Different plots show residual fitted values to the monthly milk production (kg) data for future forecasting model. Top: Plot of residuals from forecasting the milk production (kg) by month in dairy cows maintained in the Andean highlands using the naive method. Bottom left: ACF of the residuals from the naive method applied to the milk production (kg) by month in dairy cows maintained in the Andean highlands. The lack of correlation suggests the forecasts are well performed. Bottom right: Histogram of the residuals from the naive method applied to the milk production (kg) by month in dairy cows maintained in the Andean highlands.
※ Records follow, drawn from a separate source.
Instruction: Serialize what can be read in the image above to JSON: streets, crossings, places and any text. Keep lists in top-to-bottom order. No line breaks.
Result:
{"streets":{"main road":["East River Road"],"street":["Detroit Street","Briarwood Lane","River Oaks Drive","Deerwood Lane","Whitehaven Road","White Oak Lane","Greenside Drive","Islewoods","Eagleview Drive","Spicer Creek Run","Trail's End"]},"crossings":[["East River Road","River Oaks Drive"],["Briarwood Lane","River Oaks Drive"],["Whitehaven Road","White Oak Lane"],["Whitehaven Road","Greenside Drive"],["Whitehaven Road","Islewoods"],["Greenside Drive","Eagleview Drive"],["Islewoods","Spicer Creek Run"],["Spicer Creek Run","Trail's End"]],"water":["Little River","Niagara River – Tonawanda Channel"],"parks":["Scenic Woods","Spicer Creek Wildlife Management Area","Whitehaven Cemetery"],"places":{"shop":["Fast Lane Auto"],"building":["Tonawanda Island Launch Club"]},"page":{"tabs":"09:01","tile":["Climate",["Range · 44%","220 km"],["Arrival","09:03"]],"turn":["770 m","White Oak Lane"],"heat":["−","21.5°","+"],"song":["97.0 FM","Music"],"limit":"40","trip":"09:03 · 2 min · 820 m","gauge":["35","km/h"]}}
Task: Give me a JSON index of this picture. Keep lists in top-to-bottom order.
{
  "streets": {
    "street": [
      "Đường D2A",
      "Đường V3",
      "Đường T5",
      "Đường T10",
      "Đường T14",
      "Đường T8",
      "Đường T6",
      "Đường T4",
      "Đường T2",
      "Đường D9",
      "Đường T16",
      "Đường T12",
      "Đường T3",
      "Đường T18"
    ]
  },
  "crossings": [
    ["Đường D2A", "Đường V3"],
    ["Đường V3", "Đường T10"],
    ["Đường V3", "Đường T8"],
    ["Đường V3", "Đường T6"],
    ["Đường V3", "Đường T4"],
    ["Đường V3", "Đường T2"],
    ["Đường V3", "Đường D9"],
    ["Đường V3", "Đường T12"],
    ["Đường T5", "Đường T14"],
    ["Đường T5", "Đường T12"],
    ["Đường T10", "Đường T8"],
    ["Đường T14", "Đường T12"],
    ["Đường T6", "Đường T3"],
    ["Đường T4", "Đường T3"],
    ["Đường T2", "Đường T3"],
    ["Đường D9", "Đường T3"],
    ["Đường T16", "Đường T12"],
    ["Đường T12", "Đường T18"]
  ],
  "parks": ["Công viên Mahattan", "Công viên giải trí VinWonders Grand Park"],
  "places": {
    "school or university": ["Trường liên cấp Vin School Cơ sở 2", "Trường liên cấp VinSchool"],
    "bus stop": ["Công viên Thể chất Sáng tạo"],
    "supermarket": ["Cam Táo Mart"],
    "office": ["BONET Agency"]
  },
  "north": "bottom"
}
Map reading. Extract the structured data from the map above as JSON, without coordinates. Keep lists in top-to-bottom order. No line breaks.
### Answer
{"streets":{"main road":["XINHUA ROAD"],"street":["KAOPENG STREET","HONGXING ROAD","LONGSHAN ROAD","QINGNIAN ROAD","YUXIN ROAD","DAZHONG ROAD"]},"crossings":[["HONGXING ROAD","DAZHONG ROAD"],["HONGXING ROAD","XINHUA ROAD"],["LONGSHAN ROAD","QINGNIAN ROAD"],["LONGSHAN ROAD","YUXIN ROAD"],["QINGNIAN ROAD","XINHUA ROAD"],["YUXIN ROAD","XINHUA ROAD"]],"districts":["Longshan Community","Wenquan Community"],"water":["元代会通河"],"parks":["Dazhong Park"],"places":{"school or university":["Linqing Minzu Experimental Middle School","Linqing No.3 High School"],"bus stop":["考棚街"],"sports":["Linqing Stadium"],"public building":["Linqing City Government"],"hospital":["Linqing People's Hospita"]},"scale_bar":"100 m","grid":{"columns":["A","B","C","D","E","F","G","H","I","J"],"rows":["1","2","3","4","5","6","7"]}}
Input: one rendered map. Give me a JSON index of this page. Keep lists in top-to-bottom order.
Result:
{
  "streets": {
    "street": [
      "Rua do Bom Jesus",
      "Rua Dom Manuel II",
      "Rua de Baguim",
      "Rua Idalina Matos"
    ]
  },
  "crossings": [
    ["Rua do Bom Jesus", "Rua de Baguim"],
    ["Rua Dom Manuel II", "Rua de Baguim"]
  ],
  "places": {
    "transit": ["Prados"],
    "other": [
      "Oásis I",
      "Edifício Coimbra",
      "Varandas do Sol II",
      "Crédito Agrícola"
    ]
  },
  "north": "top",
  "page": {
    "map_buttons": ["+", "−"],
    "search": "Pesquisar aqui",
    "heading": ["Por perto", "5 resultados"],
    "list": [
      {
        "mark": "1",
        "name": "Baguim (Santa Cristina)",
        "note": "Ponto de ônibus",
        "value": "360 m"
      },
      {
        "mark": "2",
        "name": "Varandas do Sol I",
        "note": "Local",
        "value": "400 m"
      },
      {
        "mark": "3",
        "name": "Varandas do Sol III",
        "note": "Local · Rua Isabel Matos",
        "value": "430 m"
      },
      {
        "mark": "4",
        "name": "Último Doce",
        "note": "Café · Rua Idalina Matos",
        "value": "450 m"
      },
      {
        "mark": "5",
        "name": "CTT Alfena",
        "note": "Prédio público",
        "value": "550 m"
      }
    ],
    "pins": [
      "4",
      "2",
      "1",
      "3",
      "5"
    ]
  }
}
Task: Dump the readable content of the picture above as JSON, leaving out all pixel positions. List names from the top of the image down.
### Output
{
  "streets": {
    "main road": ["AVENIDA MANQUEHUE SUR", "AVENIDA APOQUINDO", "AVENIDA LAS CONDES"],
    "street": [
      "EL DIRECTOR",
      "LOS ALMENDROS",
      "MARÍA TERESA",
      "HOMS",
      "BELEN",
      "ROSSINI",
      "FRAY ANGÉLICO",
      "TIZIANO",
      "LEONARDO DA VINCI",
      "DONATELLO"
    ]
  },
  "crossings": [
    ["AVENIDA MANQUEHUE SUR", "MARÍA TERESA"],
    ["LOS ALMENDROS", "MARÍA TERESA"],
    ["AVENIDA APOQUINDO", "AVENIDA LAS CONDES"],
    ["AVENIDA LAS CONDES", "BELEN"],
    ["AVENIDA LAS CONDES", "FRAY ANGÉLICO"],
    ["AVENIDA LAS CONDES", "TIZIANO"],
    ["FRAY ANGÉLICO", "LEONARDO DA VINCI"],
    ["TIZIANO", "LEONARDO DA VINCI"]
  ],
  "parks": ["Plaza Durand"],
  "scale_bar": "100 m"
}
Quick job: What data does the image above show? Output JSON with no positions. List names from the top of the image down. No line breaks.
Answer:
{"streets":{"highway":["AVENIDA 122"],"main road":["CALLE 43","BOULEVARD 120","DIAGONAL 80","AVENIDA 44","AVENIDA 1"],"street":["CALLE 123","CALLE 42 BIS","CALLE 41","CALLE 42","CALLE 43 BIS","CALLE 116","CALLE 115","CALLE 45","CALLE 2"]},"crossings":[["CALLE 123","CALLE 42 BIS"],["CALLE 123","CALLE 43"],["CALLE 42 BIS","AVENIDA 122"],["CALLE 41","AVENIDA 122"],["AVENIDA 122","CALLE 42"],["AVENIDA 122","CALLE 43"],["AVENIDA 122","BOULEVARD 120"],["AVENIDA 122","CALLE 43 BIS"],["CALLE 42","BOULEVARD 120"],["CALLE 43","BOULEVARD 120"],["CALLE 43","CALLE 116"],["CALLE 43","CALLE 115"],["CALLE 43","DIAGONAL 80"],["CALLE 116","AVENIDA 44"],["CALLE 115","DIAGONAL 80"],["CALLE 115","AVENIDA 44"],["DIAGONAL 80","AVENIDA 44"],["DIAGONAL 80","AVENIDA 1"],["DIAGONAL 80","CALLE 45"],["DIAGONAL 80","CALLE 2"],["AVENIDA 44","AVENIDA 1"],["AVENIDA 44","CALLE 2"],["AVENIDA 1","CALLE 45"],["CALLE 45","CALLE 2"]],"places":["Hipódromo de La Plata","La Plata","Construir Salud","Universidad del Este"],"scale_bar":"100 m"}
The right tail seems a little too long for a normal distribution.

https://doi.org/10.1371/journal.pone.0288849.g005

Fig 5 verifies that the errors were concentrated in the range of (−0.23, 0.4), which means that there was no variance (errors around the mean). The residuals showed no linear correlation when tested by the ACF plot and the Ljung–Box test (χ2 = 42.031, df = 23, p > 0.05) and the Shapiro–Wilk test showed no residual normality (W = 0.5932, p < 0.05).

Milk production forecasting using SARIMA model

After identifying the best fit model, the next step was to forecast milk production along time. The results of the fitted values (108 months) and the predicted milk production show that the forecast milk (kg) for both periods were within the allowable range and can therefore be justified in predicting future milk production. Comparison of monthly observational milk records (values predicted by the model and the observed values) and fitted SARIMA model between 2008 and 2016 are represented in Fig 6.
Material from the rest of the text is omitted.